A short quiet section wraps up the first suite in this album, featuring piano and vocals only.  Tony wrote this song by himself, giving it vague lyrics that is open to interpretation.      

Man of Our Times

This one is Mike's baby.  I have always had trouble interpreting the meaning behind this song.    Mood-wise it contrasts sharply with Guide Vocal, instrumentally aggressive bordering on bombast.  Vocally highly demanding, I'm not sure how many other male singers could hit those high notes.  While stylistically similar to "Cul-de-Sac", I've always preferred the latter.


One of two tunes that could have ended up on Phil’s "Face Value" album.  Described by Phil as another one of those "boy-meets-girl" songs.  Structurally simplistic as we would expect from the songwriter, there is no denying that this is the most pop sounding song on this album.  I rather like the desperation expressed in the repeating last line "there must be, there must be, some misunderstanding, ahh…", and wish Phil didn’t change that ending in live performances of the song. 

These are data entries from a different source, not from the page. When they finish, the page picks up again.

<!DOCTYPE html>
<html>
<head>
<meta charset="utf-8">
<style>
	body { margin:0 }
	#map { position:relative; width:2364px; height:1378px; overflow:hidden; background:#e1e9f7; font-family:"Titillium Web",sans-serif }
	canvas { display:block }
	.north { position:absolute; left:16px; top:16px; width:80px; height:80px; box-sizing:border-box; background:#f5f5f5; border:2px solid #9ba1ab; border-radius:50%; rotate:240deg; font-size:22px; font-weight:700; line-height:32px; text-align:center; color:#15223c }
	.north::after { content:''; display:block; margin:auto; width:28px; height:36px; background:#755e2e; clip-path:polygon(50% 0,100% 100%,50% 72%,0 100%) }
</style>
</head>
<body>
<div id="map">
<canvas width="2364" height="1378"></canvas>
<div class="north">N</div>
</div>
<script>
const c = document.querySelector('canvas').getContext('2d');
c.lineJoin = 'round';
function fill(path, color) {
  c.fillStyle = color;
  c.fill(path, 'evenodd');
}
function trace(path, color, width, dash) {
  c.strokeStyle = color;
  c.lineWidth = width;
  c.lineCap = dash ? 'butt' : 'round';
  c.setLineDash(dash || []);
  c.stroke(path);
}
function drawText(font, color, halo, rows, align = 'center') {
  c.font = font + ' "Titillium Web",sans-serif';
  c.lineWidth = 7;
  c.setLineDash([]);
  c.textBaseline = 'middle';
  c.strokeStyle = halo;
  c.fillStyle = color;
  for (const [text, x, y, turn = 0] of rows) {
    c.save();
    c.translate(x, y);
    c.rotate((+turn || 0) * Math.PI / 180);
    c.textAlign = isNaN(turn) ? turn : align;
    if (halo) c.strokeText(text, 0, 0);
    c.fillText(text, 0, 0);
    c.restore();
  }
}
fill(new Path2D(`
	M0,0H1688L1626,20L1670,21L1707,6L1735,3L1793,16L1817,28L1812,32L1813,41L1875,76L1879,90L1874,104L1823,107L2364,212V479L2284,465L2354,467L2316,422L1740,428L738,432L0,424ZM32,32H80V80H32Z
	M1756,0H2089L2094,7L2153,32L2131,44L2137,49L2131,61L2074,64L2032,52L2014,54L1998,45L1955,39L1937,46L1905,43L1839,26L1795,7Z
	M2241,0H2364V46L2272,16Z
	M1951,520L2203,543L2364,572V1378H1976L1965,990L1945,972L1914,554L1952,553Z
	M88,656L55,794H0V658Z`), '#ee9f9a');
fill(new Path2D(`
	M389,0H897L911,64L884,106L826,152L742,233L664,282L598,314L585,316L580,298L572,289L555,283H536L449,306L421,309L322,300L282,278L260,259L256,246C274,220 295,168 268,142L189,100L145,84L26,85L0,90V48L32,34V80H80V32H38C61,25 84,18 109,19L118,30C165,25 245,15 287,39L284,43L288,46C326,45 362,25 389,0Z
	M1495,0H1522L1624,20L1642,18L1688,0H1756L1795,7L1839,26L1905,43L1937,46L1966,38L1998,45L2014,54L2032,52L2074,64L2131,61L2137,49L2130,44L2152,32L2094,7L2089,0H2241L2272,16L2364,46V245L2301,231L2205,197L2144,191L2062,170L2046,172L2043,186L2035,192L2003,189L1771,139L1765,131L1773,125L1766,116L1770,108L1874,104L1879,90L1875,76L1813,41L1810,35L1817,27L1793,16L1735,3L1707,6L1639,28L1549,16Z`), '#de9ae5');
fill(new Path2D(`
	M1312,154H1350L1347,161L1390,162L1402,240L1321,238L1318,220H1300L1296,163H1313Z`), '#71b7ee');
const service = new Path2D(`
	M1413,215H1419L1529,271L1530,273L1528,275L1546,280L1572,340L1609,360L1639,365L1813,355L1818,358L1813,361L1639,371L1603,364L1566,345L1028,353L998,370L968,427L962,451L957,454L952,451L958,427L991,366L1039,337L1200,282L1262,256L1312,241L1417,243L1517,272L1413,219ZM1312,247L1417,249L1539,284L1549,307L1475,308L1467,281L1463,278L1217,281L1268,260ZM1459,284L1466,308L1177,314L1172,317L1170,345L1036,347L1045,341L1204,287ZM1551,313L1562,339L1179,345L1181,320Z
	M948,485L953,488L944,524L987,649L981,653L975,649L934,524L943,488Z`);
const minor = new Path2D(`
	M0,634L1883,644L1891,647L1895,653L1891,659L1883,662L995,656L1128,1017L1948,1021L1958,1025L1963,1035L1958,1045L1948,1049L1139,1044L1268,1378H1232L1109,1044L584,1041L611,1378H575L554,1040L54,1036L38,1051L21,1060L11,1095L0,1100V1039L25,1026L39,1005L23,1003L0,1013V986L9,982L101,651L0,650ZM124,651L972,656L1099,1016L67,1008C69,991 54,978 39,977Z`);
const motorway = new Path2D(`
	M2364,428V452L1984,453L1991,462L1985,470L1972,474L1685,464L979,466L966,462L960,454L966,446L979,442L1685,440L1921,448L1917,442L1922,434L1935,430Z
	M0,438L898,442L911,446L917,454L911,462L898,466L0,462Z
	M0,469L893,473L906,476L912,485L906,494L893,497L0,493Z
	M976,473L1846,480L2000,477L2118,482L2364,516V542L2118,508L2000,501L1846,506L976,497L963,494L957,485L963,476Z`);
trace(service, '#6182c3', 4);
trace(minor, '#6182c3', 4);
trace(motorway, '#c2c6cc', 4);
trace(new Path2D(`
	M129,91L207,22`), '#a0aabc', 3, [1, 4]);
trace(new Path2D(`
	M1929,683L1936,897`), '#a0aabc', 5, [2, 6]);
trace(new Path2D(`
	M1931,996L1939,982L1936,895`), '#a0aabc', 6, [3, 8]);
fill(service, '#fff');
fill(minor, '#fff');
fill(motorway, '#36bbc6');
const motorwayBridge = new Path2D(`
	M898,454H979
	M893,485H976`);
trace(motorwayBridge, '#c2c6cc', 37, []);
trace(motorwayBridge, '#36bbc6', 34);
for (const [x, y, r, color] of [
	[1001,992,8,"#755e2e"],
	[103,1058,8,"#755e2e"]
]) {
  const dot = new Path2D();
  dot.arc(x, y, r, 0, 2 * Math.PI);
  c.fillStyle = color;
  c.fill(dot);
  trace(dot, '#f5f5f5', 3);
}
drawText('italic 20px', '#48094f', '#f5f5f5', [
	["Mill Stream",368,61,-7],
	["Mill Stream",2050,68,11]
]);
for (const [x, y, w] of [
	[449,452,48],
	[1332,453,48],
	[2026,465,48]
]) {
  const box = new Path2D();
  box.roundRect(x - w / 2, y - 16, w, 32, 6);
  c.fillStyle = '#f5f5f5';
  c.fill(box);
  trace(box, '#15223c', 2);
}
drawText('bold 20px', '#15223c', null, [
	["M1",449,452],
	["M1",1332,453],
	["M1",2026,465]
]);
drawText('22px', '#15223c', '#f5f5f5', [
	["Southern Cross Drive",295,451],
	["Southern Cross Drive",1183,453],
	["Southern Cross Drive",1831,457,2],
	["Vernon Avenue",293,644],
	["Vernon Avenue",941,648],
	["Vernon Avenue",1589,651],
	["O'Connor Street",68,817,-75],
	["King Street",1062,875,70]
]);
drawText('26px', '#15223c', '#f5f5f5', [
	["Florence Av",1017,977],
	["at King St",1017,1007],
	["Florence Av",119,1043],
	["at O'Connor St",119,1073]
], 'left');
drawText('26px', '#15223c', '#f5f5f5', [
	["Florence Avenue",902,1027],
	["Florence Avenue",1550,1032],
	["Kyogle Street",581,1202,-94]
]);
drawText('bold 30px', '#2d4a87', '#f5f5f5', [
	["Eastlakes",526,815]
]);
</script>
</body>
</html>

This Banks' song aspires to be another "Mad Man Moon" but doesn't fully succeed.  It starts out promisingly with pretty verses, but begins to lose some appeal starting with "Time to stop this dreaming".  The majority of what follows feels a bit slow and somewhat lacking melodically.  Consequently the climatic portion sounds artificial/contrived.  The lyrics are often thought-provoking, however. 

Turn it on Again

This song provides the much-needed rhythmic kick after "Heathaze".  A deliciously aggressive turn by Phil on lead vocal is supplemented by Mike's driving bass rhythm.  This song ends just in time before it gets tiresome (unlike in live versions).  I especially enjoy the falsetto backing vocals "I can see another face" superimposed on the fade out chorus.  

Alone Tonight

This ballad by Mike unfortunately happens to be my least favorite song on this album.  The main problem for me is the lyrics…  How should I put it, how about the word "corny".  Phil tried mightily to rise above the whiny chorus, but even he couldn't completely overcome this fatal defect.  Mike has proven both before and since that he is capable of writing much more superior ballads than this.

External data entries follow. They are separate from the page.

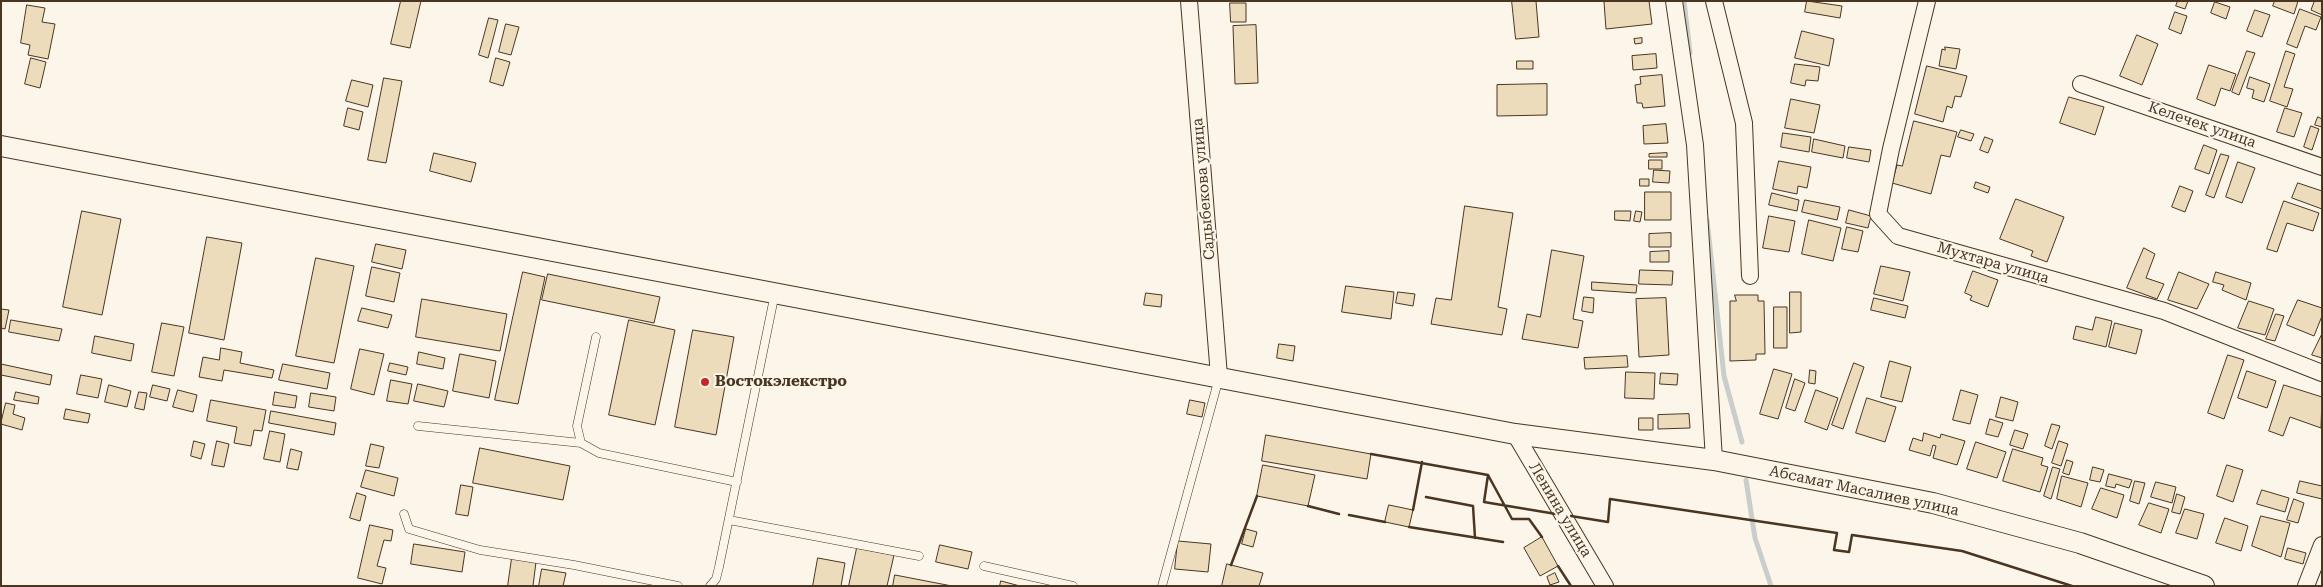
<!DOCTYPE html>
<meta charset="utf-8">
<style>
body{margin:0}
#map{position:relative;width:2323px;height:587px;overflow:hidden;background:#fbf6e9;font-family:"Roboto Serif",serif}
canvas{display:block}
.frame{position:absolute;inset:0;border:2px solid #4a3520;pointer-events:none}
</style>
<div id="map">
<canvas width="2323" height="587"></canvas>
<div class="frame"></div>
</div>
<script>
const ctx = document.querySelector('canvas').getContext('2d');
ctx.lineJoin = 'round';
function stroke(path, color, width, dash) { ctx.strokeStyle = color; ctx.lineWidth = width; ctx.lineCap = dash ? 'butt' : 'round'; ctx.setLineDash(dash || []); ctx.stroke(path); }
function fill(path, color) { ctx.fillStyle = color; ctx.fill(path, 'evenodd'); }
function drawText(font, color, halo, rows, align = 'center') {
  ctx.font = font + ' "Roboto Serif",serif'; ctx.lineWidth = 4; ctx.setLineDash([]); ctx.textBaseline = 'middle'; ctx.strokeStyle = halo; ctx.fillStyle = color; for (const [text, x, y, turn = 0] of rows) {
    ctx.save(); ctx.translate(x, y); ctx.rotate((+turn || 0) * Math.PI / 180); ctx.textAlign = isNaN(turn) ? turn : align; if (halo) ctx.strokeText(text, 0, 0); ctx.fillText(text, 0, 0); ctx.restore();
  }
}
stroke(new Path2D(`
 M1684 1 1690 53
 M1707 220 1724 376 1742 442
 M1746 480 1755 538 1771 586`), '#c9cecd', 5);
const building = new Path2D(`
 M401 1H421L410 48 391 44Z
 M1512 1H1536L1539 37 1516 39Z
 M1649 1 1652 24 1606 29 1604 2Z
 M1807 1 1842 6 1840 18 1805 12Z
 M2178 1H2188L2185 9 2176 6Z
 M2275 1H2298L2294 14 2273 6Z
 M2313 1H2322V15L2311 10 2314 2Z
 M2215 2 2230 7 2226 19 2211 13Z
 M1230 3H1246V22H1231Z
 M27 5 45 8 42 22 55 24 48 59 28 55 30 45 21 43Z
 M2300 9 2321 17 2316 30 2305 26 2297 48 2287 44Z
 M2255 10 2270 15 2262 37 2247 31Z
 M2175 12 2187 16 2181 34 2169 29Z
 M489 18 498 20 488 58 479 55Z
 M506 24 519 27 511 55 499 52Z
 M1256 25 1258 83 1235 84 1233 26Z
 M1802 31 1834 39 1829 66 1795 58Z
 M2137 35 2158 44 2142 85 2120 76Z
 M1642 38V43L1635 44 1634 39Z
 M1945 47 1960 49 1956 69 1939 66 1942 49 1945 50Z
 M2247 51 2255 53 2239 95 2232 92Z
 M2286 51 2295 54 2284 87 2293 89 2287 107 2270 101Z
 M1656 54 1657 68 1633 70 1632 56Z
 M31 58 46 62 40 88 25 84Z
 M496 58 510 62 503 86 490 82Z
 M1517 61H1533V69H1517Z
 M1795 64 1820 67 1818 81 1806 80 1805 86 1791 83Z
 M2209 65 2236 74 2230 91 2221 88 2215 106 2197 99Z
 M1927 66 1967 76 1961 97 1955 96 1952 108 1947 106 1943 122 1915 114Z
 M1662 75 1665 106 1643 108 1642 103H1637L1635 85 1641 84 1640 77Z
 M2250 77 2270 84 2264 102 2252 98 2254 90 2247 88Z
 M384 78 402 81 386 163 368 160Z
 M352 80 373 85 368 107 346 101Z
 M1547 84V115L1497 116V85Z
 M2069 97 2104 107 2095 135 2060 123Z
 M1791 99 1820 105 1814 133 1785 128Z
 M348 108 363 112 359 130 344 126Z
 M2285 108 2302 113 2294 137 2277 132Z
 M2318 117 2322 119V127L2315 125Z
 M1914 121 1957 132 1950 157 1941 155 1931 194 1892 183 1897 165 1902 166Z
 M1666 124 1668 143 1644 144 1643 126Z
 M2311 126 2319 129 2312 150 2304 147Z
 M1961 130 1974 134 1971 141 1958 137Z
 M1783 133 1811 137 1809 152 1781 147Z
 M1985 137 1993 140 1988 153 1980 150Z
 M1814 139 1845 146 1843 158 1812 152Z
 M2204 145 2217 150 2209 174 2195 169Z
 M1849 147 1871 150 1869 162 1847 158Z
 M434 153 476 163 471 182 430 171Z
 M1667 153V157H1649V154Z
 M2221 154 2229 156 2214 198 2206 195Z
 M1649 160H1662V169H1649Z
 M1779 161 1811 167 1807 188 1798 186 1797 194 1773 189Z
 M2238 162 2255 168 2242 203 2226 197Z
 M1654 170 1670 171 1669 183 1653 182Z
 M1640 179H1649V186H1640Z
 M1976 182 1990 187 1988 193 1974 188Z
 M2298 183 2322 191V209L2292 198Z
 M2180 186 2193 191 2185 212 2172 207Z
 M1645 192H1671V220H1645Z
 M1772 193 1799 200 1797 211 1769 205Z
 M2016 199 2064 217 2047 262 2031 256 2033 251 2000 239Z
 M1805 200 1840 207 1837 220 1802 212Z
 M2284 201 2319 213 2313 231 2287 223 2277 252 2267 249Z
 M1465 206 1513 213 1498 307 1507 309 1502 335 1431 324 1436 298 1451 300Z
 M1849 210 1871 216 1868 228 1846 223Z
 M82 211 121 219 102 315 63 307Z
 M1615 211H1631L1630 221 1615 220Z
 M1636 211 1642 212 1640 222 1634 221Z
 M1769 216 1795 221 1789 252 1763 248Z
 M1809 220 1841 228 1833 261 1802 254Z
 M1847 227 1863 231 1858 252 1842 249Z
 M1671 233V247H1649V234Z
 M207 237 242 243 224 340 189 333Z
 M376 244 406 250 402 269 372 262Z
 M2144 248 2155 254 2146 278 2164 284 2157 299 2127 288Z
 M1552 250 1584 256 1573 319 1583 321 1578 348 1522 339 1527 314 1540 317Z
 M1669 251V262H1650V252Z
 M316 258 354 266 334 363 296 356Z
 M1881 266 1910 272 1903 301 1874 294Z
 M372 267 400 273 394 302 366 296Z
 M1640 270 1673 271 1672 285 1639 284Z
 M1973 271 1998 280 1988 307 1970 300 1972 296 1965 293Z
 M523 272 545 277 518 404 495 400Z
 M2179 272 2209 284 2197 309 2168 300Z
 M2216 272 2251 283 2246 300 2222 290 2224 285 2213 282Z
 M548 274 660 297 654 323 542 300Z
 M1592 282 1637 285 1636 293 1592 290Z
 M1346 286 1394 292 1391 319 1342 312Z
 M1398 292 1415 294 1413 306 1396 303Z
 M1790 292H1801V332L1790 333Z
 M1146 293 1162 295 1161 307 1144 305Z
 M1735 295H1758V301H1764L1765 354H1756V360L1730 361V301H1736Z
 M1584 297 1594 298 1593 313 1582 311Z
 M1666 298 1669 355 1639 357 1636 299Z
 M1874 298 1908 306 1905 318 1871 310Z
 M422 299 507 314 500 351 416 337Z
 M2298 300 2322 308V316L2314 336 2287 325Z
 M2249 301 2274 309 2265 335 2238 328Z
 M1774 307H1787V348H1774Z
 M362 308 392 315 388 328 358 321Z
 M1 309 9 310 5 329 1 328Z
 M2276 314 2284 316 2275 341 2266 339Z
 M2096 317 2112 321 2106 347 2073 339 2076 326 2092 330Z
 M11 320 62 329 59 341 9 332Z
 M629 320 675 330 655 425 609 415Z
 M162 323 184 327 174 376 152 372Z
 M2115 323 2142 330 2136 354 2109 347Z
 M693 330 734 337 716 435 675 427Z
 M2322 334V358L2312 355Z
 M95 336 134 344 131 361 92 353Z
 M1279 344 1295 346 1293 361 1277 358Z
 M221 348 242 352 240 363 274 370 272 378 224 370 222 381 199 377 203 357 219 360Z
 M360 349 384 354 374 395 351 389Z
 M419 352 445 358 443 369 417 364Z
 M460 354 496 361 489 398 453 391Z
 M2228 355 2244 360 2224 419 2208 413Z
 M1627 356 1628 367 1585 369 1584 358Z
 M1890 361 1911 367 1902 402 1881 397Z
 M390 363 408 367 406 375 388 371Z
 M1854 363 1864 367 1843 429 1832 425Z
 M1 364 52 375 50 385 1 375Z
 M283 364 330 373 327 389 279 380Z
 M1774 369 1792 374 1778 419 1760 414Z
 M1810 370 1816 371 1815 384 1809 383Z
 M2247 371 2276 381 2267 408 2238 398Z
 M1626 372 1655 373 1654 399 1625 398Z
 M1661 373 1678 374 1677 385 1660 384Z
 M81 375 102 379 98 398 77 394Z
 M1795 379 1805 383 1795 411 1786 408Z
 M391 380 412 384 408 404 387 401Z
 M418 384 448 391 444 407 414 401Z
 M109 385 131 391 127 407 105 402Z
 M153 385 170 389 167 401 150 397Z
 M2284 385 2322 397 2321 428 2290 417 2283 436 2269 431Z
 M178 390 197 395 193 412 173 407Z
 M1816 390 1838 398 1827 430 1805 422Z
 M1961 390 1978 395 1970 424 1953 420Z
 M16 392 39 397 38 404 14 400Z
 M139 392 147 393 144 410 135 408Z
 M275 392 297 396 295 408 273 405Z
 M311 393 336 397 334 411 309 407Z
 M2001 397 2018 402 2013 421 1996 417Z
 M1867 398 1896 407 1885 442 1856 433Z
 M211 400 266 410 262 431 254 430 251 446 234 443 237 427 207 421Z
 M1190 400 1205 403 1202 417 1187 414Z
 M6 403 15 405 13 414 25 418 22 430 1 424Z
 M66 409 90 414 88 423 64 419Z
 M271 411 336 423 334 435 269 423Z
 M1689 414 1690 428 1658 429V415Z
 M1639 418H1653V430H1639Z
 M1990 419 2003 423 1998 437 1986 434Z
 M2052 424 2060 426 2052 449 2045 446Z
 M2015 430 2028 434 2023 449 2010 445Z
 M270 431 285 434 280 462 264 459Z
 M1924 433 1940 438 1941 434 1965 441 1957 465 1933 458 1936 446 1933 445 1930 456 1909 450 1913 438 1922 441Z
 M1266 435 1371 454 1367 479 1262 461Z
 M194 441 205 444 201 459 191 456Z
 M217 441 229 444 224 467 212 465Z
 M2059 441 2068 444 2061 466 2052 463Z
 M1976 442 2006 452 1997 478 1967 469Z
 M371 444 384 447 379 468 366 466Z
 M480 448 570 466 563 500 473 483Z
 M291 449 302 452 298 470 287 468Z
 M2013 449 2043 458 2041 465 2048 467 2040 492 2003 481Z
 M2067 460 2073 462 2069 475 2063 473Z
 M1263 465 1315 475 1308 506 1257 496Z
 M2227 465 2243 470 2233 502 2217 496Z
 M2053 467 2060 469 2051 499 2044 496Z
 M2093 467 2104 470 2100 482 2090 480Z
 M366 470 398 478 394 496 361 487Z
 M2109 474 2132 480 2129 488 2116 484 2115 488 2106 486Z
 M2062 476 2088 483 2081 507 2057 499Z
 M2135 481 2145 483 2139 504 2130 501Z
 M2300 481 2322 486V499L2297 493Z
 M2156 482 2176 487 2172 503 2151 497Z
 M461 485 473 487 468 516 456 514Z
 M2101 488 2124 495 2117 518 2092 509Z
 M2262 490 2289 498 2285 512 2257 504Z
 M357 493 366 496 360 521 350 518Z
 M2177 494 2185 497 2180 514 2172 512Z
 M2294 499 2304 503 2298 523 2287 520Z
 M2149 503 2169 509 2161 533 2139 525Z
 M1389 505 1413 510 1409 527 1385 522Z
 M2185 509 2204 514 2197 539 2176 533Z
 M2261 516 2290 523 2281 557 2252 546Z
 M2225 518 2248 526 2241 551 2216 543Z
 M370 525 393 530 391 541 384 540 377 566 386 568 382 584 358 578Z
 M1246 529 1257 532 1253 547 1242 544Z
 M1542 537 1558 566 1540 576 1524 548Z
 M1178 541 1211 544 1208 572 1175 569Z
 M414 544 465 552 462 572 411 564Z
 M940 545 972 552 968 569 936 562Z
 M857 548 894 555 887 586H849Z
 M2288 548 2306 553 2303 564 2285 559Z
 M512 558 536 562 533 586H508Z
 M818 558 845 563 841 586H813Z
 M1227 564 1263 573 1259 586H1222Z
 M542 569 566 573 563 586H539Z
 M1555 573 1559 582 1550 585 1547 577Z
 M895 575 952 586H893Z
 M1001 581 1020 586H1000Z`);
fill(building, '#ecdcbc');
stroke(building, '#4a3520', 1);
const service = new Path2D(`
 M596 337 577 426 581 443 599 453 737 482
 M418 426 581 443
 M404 514 409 529 480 550 574 565 678 586
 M729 520 919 556
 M984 566 1073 586
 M710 586 716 579 719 567 775 293
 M1162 586 1219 378`);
const minor = new Path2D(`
 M1189 1 1219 376
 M1674 1 1695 145 1714 460
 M1714 1 1744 123 1750 276
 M1927 1 1891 149 1878 214 1898 236 2164 311 2322 373
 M2081 84 2322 167
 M1515 434 1605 586
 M2306 586 2322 545`);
const tertiary = new Path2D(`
 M1 146 1515 434 1714 460 1933 503 2080 543 2204 586`);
stroke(service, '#4a3520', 9);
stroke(minor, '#4a3520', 18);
stroke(tertiary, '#4a3520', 22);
stroke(service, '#fbf6e9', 8);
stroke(minor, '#fbf6e9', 16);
stroke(tertiary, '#fbf6e9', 20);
stroke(new Path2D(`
 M1371 454 1488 475 1512 519H1529L1542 537
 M1488 475 1484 502 1556 514
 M1426 497 1473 506 1475 538
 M1308 506 1339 514
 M1413 510 1422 462
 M1349 515 1385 522
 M1571 516 1608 522 1610 499 1837 533 1834 550 1849 552 1852 535 1962 551 2072 586
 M1409 527 1503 542
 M1231 565 1257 496
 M1558 566 1571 586`), '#4a3520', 2.5);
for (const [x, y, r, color] of [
 [705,382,5,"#c62828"]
]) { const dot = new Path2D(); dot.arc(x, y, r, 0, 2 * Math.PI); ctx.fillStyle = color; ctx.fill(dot); stroke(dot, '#fbf6e9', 2); }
drawText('15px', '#4a3520', '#fbf6e9', [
 ["Келечек улица",2202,125,19],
 ["Садыбекова улица",1204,189,-95],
 ["Мухтара улица",1993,263,16],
 ["Абсамат Масалиев улица",1864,491,12],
 ["Ленина улица",1560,510,59]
]);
drawText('bold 15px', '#4a3520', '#fbf6e9', [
 ["Востокэлекстро",715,382]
], 'left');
</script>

A tremendously underrated song among the fans.  I actually like this track better than "Heathaze".  Rumored to be written about the extinction of dinosaurs, it is of course not hard to extend the analogy to a host of other groups.  So it is unique for its political undertones.  However the song really excels in melody, being one of the most hummable on this album.  The musical progression seems logical rather than forced.    

Please Don't Ask

Another personal song by Phil which made the cut, and a brilliant ballad I might add.  When you read the lyrics it actually sounds poetic, yet without losing that down-to-earth charm we all know and love.  This coupled with that trademark tear-jerking delivery and minimalistic yet effective instrumental backing, and you've got yourself a classic.

Duke's Travels

One of my favorite Genesis instrumentals, and that is saying a lot.  It opens with what sounds like ocean waves crashing against the shore, then out comes this blood-pumping drum solo, joined soon by amazing virtuoso keyboard work by Tony.  Mike also gets his chance to shine by way of a furious bass and drum duet with Phil midway through the song.  It gets better.  Towards the end of the track, the individual instruments somehow melt into one glorious "wall of sound" which propels forward with an unstoppable thrust.  At the apex of this gigantic build up, Phil enters with a drastically different retelling of "Guide Vocal".  The mood achieved at the end of this song can only be compared to the ending of "Supper's Ready", an enormous sense of victory and redemption.        

Duke's End

After the perfection of "Duke's Travels", anything else may seem like a let down.  Thankfully this piece is just a short instrumental rehash of "Behind the Lines", harmlessly wraps up this overall incredible album.